┌──
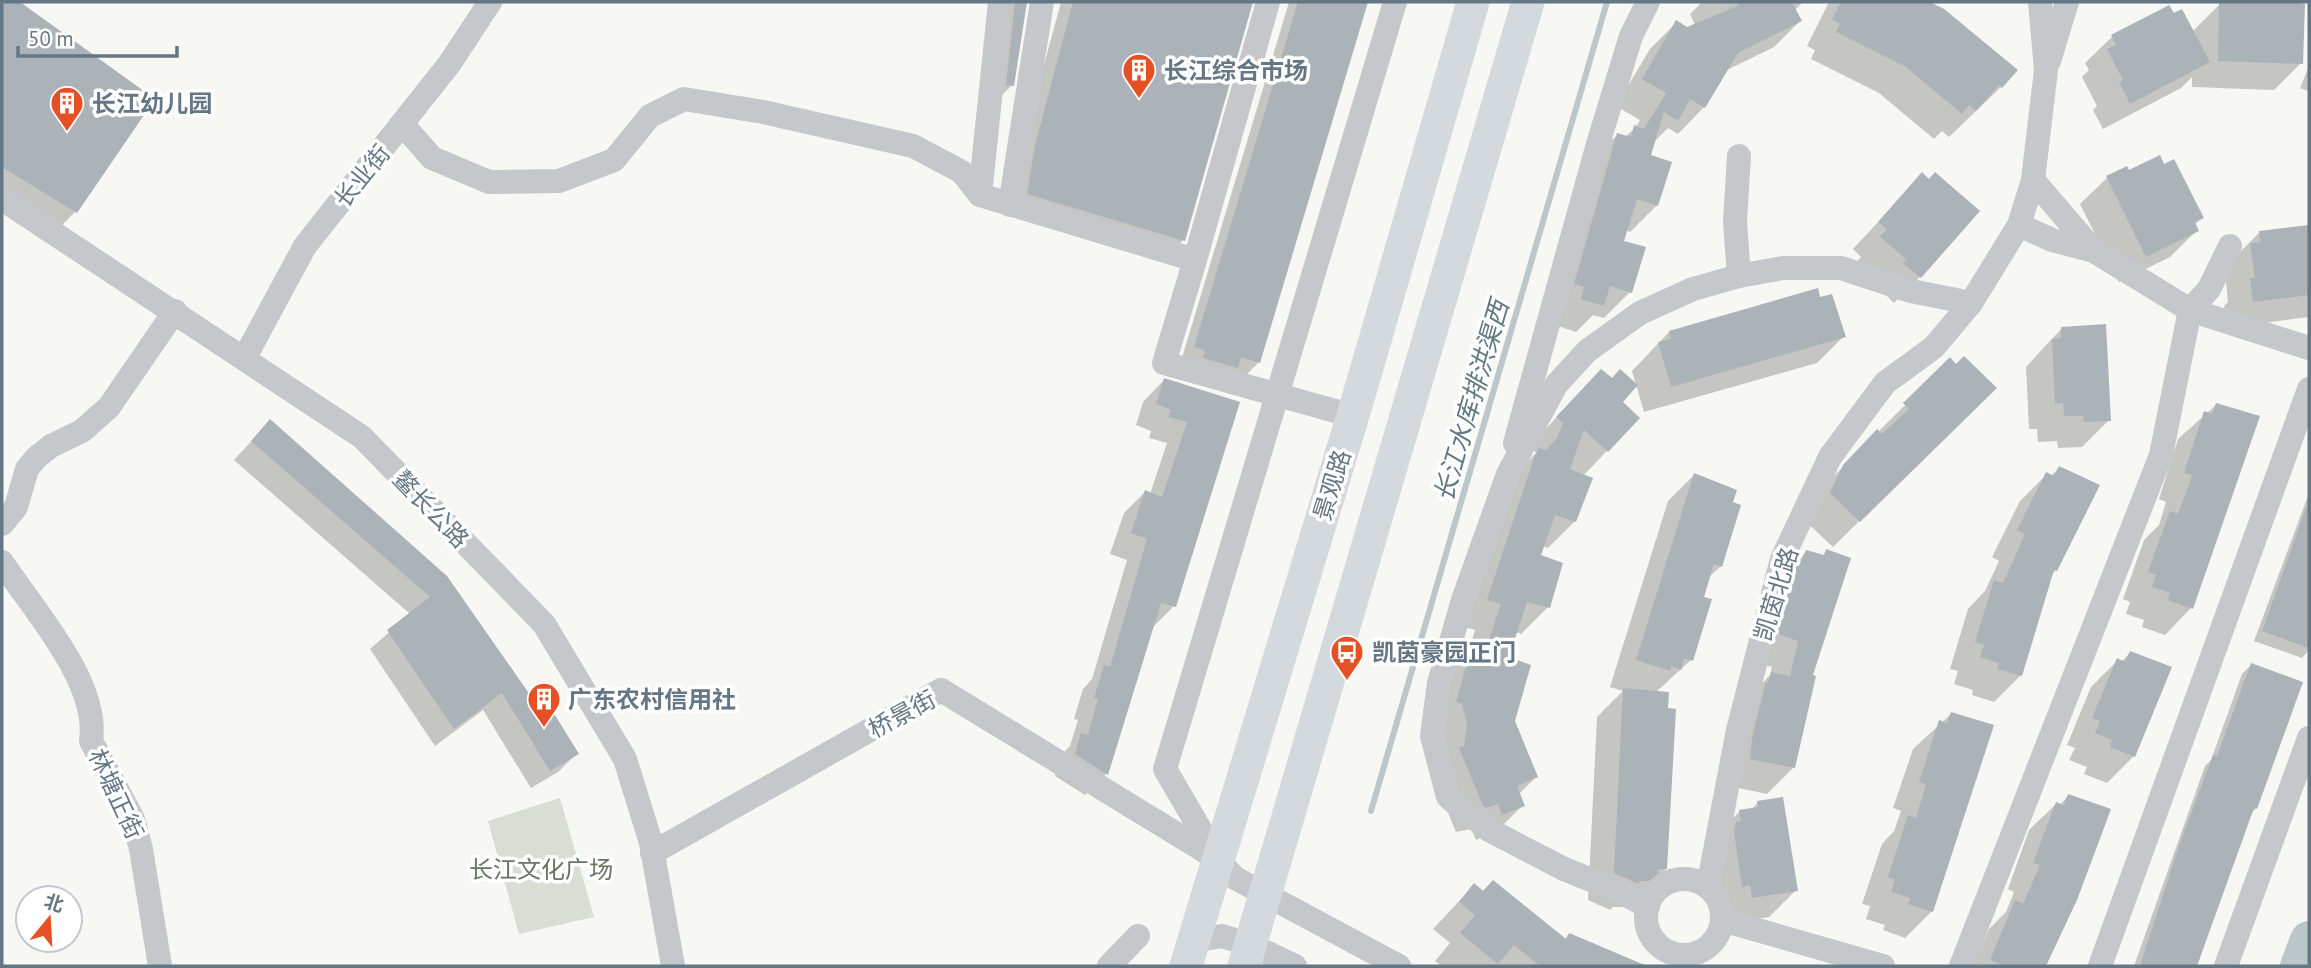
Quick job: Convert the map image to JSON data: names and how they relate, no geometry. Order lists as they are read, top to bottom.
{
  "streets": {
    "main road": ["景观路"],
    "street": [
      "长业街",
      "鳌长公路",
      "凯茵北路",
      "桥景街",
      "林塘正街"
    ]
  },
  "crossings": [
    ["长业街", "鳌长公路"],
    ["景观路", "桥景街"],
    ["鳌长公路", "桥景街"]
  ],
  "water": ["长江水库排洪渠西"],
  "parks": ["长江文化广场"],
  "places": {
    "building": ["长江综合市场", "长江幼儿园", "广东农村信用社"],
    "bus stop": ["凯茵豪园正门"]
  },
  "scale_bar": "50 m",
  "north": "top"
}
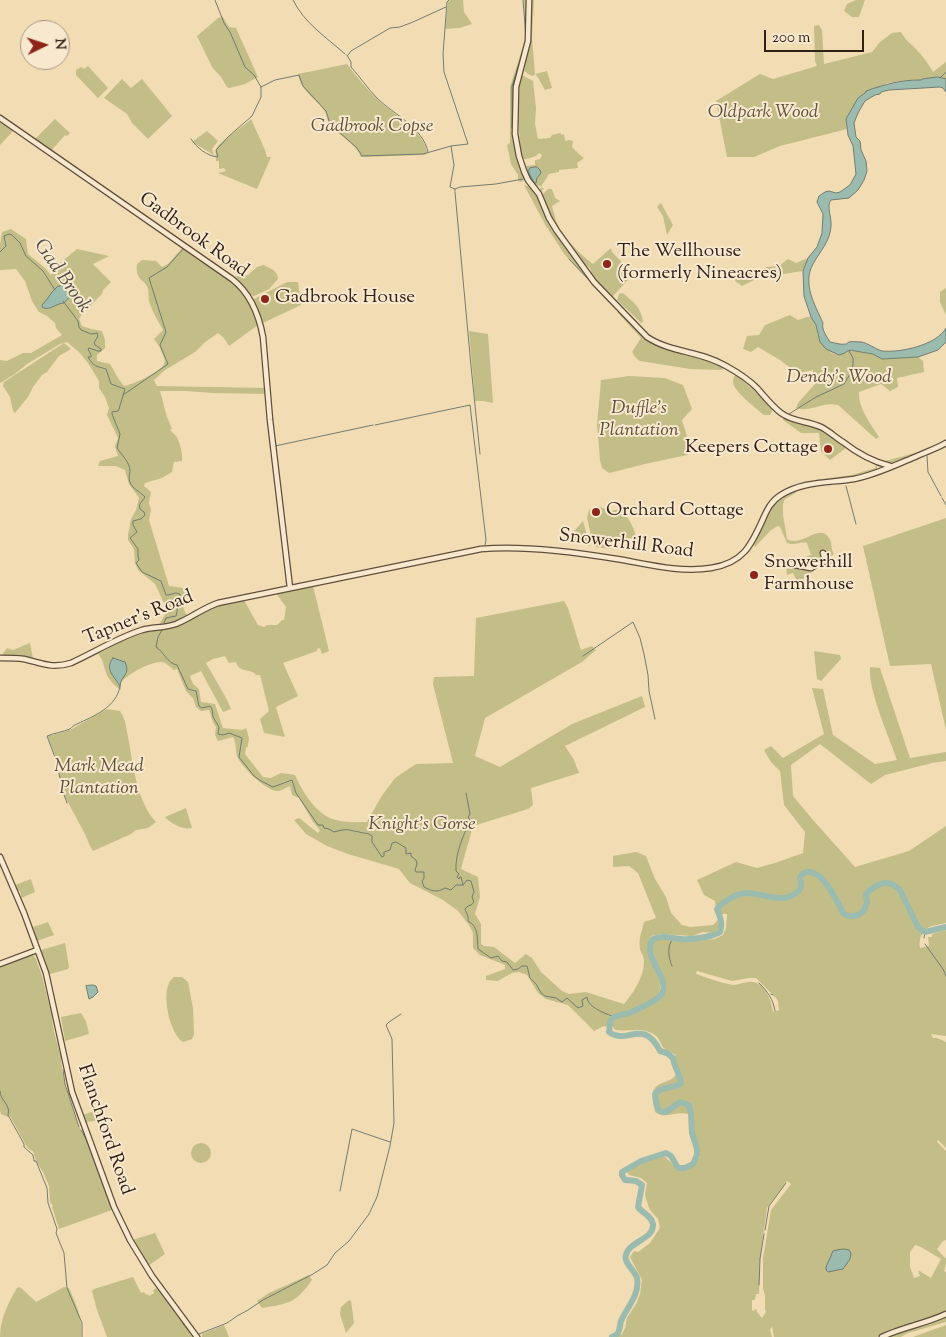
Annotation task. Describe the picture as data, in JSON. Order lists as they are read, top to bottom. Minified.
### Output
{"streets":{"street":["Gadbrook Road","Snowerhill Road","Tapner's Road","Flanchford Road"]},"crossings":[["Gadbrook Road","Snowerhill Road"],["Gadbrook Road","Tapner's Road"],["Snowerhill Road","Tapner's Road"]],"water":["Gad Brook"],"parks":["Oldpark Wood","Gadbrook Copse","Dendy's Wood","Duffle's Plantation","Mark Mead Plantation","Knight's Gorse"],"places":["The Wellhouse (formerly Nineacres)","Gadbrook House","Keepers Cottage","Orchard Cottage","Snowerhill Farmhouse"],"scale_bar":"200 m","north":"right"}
└──
┌──
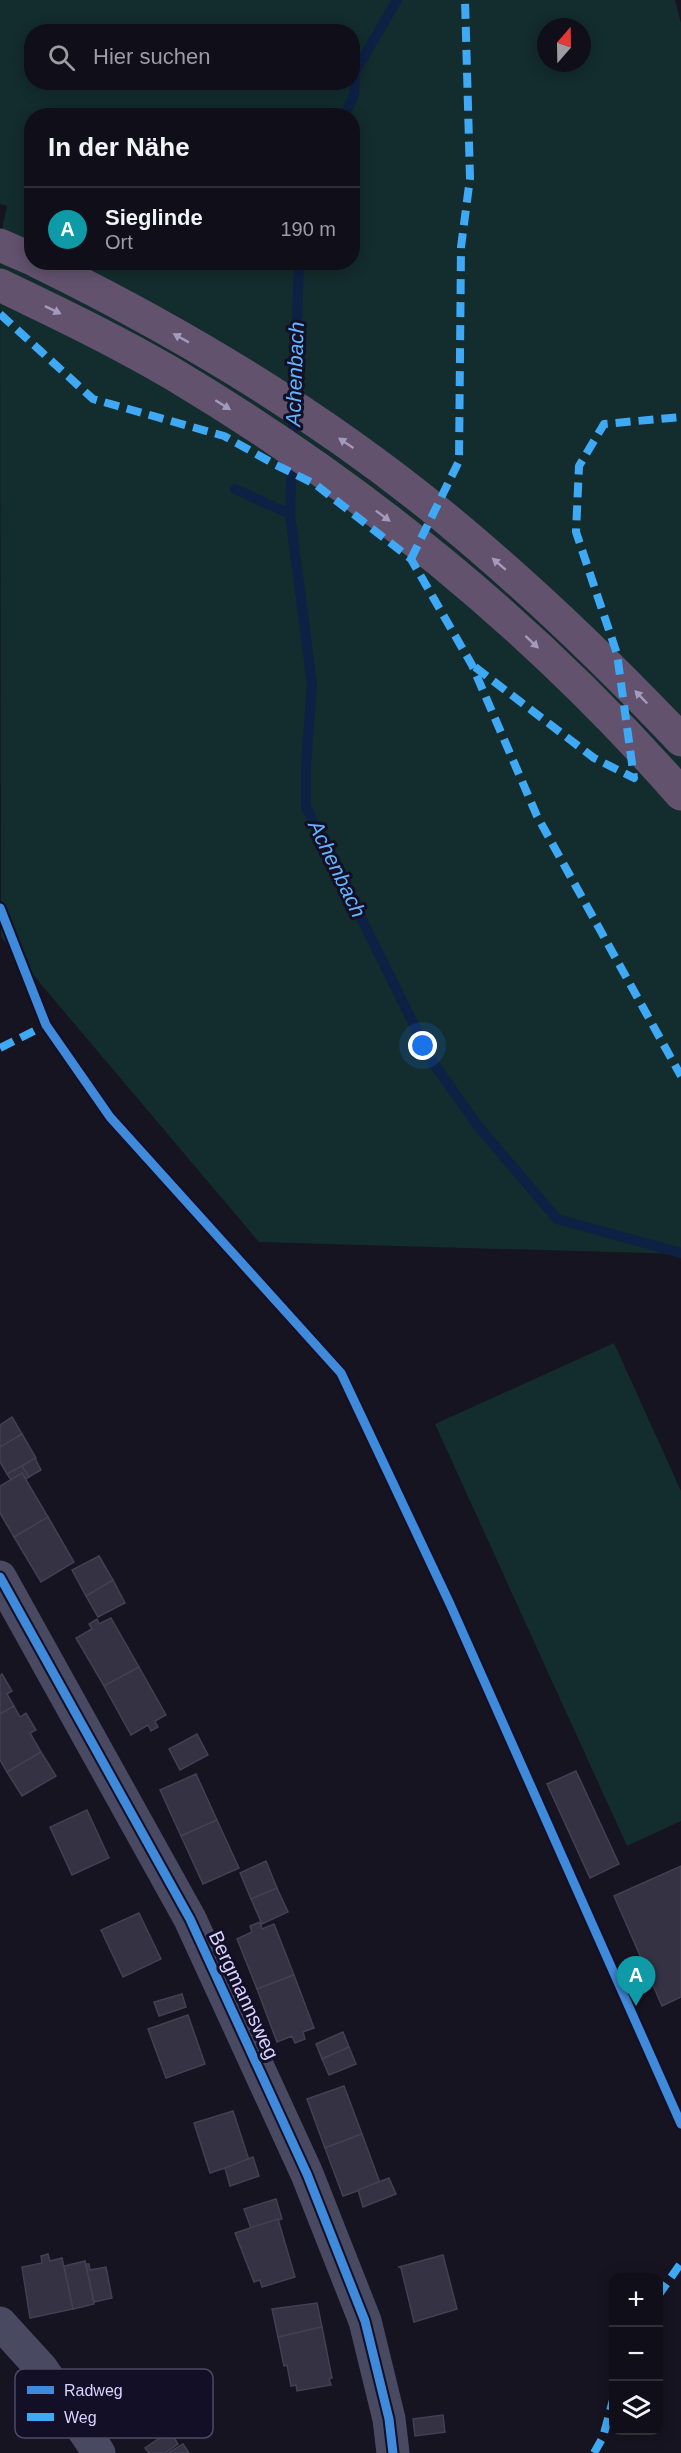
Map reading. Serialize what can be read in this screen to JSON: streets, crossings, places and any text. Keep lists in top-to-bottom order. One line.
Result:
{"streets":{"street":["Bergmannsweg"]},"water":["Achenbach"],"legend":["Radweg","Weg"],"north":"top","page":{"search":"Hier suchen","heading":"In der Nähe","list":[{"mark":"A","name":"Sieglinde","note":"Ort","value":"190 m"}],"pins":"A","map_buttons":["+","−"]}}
└──
┌──
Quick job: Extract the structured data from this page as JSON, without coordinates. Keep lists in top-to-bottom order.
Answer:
└──
State the number of lines holding the word "this" in the listing. Add nothing else.

## Response area
2